Pete Eckers remembers: “I found the camera fascinating and discovered it had an infrared setting. I thought a blind guy doing photos in a non-visible wavelength would be amusing. I was hooked. I knew nothing about film or manual cameras.” Almost 30 years later, Pete Eckert is an award-winning photographer.

Eckert takes his photos mostly at night, when his hometown of Sacramento is quiet and empty, and he can move around more easily. Although they clearly depict the isolation from the world of those who see, Eckert found ways of turning his disability into an advantage:

I am not bound by the assumptions of the sighted or their assumed limits.

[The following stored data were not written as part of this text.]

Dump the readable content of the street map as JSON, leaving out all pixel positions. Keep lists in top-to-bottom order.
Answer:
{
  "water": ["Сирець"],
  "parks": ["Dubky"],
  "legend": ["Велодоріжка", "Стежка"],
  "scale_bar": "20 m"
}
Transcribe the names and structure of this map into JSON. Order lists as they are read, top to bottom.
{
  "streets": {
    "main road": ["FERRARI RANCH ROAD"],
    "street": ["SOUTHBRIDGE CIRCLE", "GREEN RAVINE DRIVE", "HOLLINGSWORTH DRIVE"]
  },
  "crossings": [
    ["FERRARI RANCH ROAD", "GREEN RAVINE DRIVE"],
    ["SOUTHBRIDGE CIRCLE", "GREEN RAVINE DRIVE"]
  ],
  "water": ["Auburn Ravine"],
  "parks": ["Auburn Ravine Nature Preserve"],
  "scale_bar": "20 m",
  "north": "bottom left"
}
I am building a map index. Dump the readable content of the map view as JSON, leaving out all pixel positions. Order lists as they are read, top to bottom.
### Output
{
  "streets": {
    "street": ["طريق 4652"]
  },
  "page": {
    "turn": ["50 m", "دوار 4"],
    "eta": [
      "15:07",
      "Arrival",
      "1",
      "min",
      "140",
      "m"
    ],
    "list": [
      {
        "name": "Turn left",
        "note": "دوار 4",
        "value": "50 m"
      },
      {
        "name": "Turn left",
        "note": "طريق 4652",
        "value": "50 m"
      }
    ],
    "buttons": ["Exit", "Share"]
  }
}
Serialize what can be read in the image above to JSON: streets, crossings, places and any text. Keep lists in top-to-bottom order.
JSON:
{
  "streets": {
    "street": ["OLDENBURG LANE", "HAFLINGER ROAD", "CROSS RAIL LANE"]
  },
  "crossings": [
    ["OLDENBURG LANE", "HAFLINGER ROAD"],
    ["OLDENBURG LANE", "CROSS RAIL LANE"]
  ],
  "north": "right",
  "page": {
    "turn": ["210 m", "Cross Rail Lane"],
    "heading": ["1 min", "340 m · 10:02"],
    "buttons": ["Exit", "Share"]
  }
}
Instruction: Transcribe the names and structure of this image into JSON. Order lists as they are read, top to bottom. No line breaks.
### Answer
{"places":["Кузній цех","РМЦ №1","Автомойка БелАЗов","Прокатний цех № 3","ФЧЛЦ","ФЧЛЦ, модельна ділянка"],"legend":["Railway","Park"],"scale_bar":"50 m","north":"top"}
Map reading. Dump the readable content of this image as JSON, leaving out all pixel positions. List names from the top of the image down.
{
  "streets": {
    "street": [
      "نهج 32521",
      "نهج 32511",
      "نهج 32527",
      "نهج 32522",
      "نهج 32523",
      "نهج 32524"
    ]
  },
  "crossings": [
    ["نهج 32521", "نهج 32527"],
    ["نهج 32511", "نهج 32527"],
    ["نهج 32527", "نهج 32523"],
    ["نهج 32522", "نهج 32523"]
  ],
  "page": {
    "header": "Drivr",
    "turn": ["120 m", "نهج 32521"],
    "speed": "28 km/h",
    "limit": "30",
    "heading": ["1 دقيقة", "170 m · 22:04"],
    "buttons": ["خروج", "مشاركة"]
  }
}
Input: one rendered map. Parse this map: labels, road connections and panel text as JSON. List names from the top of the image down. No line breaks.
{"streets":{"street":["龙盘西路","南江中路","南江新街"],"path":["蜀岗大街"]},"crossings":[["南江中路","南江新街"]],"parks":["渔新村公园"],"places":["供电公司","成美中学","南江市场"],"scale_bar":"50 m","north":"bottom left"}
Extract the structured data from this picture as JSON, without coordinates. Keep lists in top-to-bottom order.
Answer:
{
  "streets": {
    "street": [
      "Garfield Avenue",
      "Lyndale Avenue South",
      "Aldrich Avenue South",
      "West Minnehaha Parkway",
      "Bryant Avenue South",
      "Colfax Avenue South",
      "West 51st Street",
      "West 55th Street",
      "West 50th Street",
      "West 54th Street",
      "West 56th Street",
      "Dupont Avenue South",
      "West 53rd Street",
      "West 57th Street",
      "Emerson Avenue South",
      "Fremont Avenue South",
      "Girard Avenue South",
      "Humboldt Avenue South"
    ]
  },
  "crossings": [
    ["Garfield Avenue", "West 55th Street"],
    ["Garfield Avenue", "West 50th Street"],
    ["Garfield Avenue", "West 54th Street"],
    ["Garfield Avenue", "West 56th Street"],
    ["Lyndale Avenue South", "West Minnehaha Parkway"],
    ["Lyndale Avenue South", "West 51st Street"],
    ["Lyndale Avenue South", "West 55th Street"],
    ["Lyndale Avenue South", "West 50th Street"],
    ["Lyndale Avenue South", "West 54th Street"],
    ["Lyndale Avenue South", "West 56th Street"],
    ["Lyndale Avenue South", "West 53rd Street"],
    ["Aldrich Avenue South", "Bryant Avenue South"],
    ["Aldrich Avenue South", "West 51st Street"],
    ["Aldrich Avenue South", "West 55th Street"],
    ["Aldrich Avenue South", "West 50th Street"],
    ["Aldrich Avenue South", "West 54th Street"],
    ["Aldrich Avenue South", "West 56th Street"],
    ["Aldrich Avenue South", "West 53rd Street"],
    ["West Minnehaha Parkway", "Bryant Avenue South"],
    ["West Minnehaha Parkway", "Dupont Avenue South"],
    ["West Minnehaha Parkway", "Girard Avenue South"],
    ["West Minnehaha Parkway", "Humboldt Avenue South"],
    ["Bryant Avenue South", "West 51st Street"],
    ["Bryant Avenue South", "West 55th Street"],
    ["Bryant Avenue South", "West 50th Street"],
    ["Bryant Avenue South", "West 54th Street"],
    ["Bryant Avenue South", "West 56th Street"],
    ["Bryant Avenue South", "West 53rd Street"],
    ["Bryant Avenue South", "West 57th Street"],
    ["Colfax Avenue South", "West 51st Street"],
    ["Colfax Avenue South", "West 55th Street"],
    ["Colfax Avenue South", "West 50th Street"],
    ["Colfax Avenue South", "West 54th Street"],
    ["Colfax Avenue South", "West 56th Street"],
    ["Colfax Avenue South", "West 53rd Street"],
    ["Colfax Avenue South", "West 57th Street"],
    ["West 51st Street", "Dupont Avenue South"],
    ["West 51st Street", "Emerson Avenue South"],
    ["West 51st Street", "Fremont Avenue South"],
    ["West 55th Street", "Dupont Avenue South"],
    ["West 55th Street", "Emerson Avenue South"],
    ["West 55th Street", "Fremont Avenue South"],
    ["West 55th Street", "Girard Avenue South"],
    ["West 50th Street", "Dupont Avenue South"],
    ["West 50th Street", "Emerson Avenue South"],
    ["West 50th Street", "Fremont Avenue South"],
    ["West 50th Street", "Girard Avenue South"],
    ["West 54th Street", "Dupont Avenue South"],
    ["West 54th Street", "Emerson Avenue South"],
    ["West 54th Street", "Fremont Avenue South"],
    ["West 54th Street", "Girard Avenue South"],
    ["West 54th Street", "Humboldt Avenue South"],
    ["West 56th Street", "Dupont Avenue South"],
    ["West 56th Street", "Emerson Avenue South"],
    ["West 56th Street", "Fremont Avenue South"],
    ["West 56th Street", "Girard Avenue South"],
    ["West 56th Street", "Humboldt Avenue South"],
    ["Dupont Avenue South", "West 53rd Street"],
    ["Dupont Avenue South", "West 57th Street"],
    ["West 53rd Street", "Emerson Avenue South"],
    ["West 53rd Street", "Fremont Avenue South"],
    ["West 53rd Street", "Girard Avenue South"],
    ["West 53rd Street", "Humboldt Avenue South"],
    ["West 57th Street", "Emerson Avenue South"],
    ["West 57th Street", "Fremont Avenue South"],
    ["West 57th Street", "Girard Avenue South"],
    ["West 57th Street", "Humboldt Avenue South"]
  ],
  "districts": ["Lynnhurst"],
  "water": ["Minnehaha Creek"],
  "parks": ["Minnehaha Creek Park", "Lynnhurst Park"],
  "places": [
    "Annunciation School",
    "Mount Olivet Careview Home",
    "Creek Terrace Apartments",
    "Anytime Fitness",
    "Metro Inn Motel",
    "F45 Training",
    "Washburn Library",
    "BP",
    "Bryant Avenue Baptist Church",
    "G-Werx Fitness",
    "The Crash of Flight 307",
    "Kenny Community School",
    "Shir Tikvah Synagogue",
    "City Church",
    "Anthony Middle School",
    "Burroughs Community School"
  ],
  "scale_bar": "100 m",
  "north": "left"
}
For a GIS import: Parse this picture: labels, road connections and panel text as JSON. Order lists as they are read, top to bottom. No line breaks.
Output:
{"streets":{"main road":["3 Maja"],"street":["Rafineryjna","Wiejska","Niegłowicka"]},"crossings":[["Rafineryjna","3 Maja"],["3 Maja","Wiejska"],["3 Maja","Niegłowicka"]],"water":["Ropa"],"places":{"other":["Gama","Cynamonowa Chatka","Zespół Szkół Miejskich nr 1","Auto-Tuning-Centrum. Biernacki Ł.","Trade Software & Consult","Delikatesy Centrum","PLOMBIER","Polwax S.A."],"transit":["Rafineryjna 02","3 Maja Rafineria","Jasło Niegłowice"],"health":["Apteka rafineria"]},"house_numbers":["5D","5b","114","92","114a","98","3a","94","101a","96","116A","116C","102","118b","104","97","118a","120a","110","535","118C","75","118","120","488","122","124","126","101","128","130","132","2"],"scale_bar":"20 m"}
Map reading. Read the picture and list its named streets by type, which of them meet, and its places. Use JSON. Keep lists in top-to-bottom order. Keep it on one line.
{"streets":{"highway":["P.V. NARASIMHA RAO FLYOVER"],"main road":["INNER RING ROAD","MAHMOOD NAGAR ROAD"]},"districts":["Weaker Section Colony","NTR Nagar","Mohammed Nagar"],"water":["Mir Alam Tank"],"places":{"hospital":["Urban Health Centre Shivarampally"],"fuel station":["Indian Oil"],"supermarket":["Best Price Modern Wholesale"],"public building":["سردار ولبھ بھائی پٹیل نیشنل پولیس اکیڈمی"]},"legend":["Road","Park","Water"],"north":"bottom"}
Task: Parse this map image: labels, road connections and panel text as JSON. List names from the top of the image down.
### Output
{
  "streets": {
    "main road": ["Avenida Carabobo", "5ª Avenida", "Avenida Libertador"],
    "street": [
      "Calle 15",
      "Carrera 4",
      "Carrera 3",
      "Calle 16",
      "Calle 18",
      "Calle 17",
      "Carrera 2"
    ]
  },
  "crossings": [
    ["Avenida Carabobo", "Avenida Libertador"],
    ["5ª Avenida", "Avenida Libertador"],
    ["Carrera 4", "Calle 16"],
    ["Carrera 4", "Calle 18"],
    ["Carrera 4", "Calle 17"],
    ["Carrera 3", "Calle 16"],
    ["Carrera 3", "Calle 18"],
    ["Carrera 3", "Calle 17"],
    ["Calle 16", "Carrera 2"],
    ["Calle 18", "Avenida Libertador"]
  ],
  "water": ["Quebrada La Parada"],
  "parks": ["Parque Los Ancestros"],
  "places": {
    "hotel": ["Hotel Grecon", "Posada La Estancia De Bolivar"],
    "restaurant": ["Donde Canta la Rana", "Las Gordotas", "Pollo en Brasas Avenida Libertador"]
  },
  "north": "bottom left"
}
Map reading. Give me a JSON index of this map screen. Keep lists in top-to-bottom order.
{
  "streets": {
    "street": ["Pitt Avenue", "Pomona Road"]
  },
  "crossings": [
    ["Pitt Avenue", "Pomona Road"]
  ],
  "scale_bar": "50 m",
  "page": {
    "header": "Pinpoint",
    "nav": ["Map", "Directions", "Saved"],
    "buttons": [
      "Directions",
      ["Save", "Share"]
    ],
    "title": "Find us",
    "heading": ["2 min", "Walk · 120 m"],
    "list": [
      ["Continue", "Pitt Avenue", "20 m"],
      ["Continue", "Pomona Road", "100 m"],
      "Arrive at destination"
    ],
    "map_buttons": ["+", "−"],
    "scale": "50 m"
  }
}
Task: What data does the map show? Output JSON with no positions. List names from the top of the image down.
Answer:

I am trying to cut a new path as a blind visual artist. Sighted people don’t help me make the art. They do give me feedback before I do the final large prints. I shoot the image, develop the film, and I do the contact print. I do what I call sample prints. There is a clear dividing line. I need the feedback loop to afford making large final products. I could cut sighted people completely out of my process. I could do a write up about the event of taking the photos. The negatives, contact sheets, and write up about the event could be the final product. I like doing the dramatic large prints better. I want sighted people involved. It is a good bridge between the blind and sighted. I want to be included in the world and accepted.

. . . Occasionally people refuse to believe I am blind. I am a visual person. I just can’t see.

Also, find Pete Eckert featured in The Avant/Garde Diaries:

Photos: Screenshot.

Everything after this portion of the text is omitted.